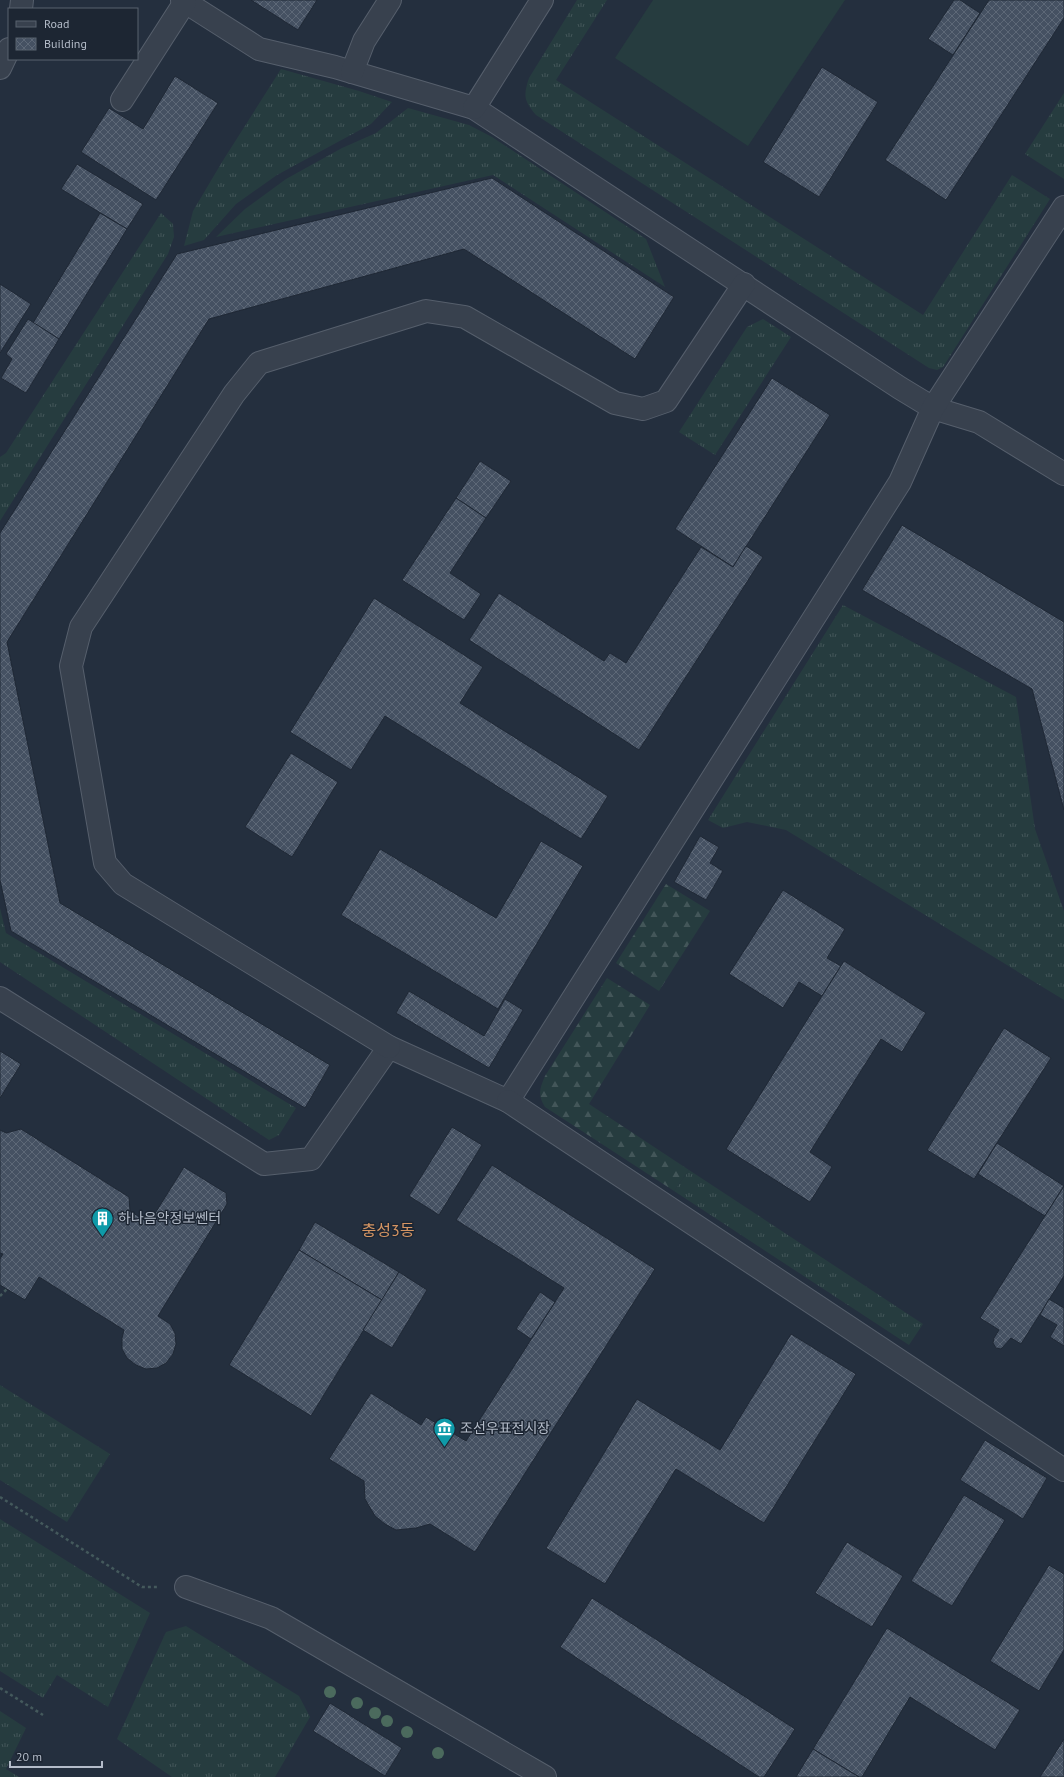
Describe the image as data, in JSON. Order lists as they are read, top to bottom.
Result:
{
  "districts": ["충성3동"],
  "places": {
    "building": ["하나음악정보쎈터"],
    "museum": ["조선우표전시장"]
  },
  "legend": ["Road", "Building"],
  "scale_bar": "20 m"
}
######
The material above should be repeated word for word, with every picture omitted.

### REPLY
Describe the image as data, in JSON. Order lists as they are read, top to bottom.
Result:
{
  "districts": ["충성3동"],
  "places": {
    "building": ["하나음악정보쎈터"],
    "museum": ["조선우표전시장"]
  },
  "legend": ["Road", "Building"],
  "scale_bar": "20 m"
}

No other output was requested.